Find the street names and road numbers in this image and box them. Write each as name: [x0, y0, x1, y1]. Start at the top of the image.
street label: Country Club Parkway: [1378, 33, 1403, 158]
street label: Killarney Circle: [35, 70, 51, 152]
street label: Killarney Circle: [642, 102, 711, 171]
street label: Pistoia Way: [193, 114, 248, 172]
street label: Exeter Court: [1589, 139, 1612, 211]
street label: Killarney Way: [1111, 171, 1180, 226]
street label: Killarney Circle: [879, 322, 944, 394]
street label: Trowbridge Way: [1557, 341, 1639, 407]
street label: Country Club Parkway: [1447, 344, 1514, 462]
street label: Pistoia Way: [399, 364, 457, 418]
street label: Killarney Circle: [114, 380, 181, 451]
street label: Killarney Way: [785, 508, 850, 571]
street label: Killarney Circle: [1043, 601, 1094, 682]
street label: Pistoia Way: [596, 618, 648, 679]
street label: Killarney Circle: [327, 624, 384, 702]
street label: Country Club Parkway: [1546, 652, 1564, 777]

EXERCISE: Your task is to retype the whole listing, keeping every word exactly as it is.

WRITTEN SOLUTION:
Find the street names and road numbers in this image and box them. Write each as name: [x0, y0, x1, y1]. Start at the top of the image.
street label: Country Club Parkway: [1378, 33, 1403, 158]
street label: Killarney Circle: [35, 70, 51, 152]
street label: Killarney Circle: [642, 102, 711, 171]
street label: Pistoia Way: [193, 114, 248, 172]
street label: Exeter Court: [1589, 139, 1612, 211]
street label: Killarney Way: [1111, 171, 1180, 226]
street label: Killarney Circle: [879, 322, 944, 394]
street label: Trowbridge Way: [1557, 341, 1639, 407]
street label: Country Club Parkway: [1447, 344, 1514, 462]
street label: Pistoia Way: [399, 364, 457, 418]
street label: Killarney Circle: [114, 380, 181, 451]
street label: Killarney Way: [785, 508, 850, 571]
street label: Killarney Circle: [1043, 601, 1094, 682]
street label: Pistoia Way: [596, 618, 648, 679]
street label: Killarney Circle: [327, 624, 384, 702]
street label: Country Club Parkway: [1546, 652, 1564, 777]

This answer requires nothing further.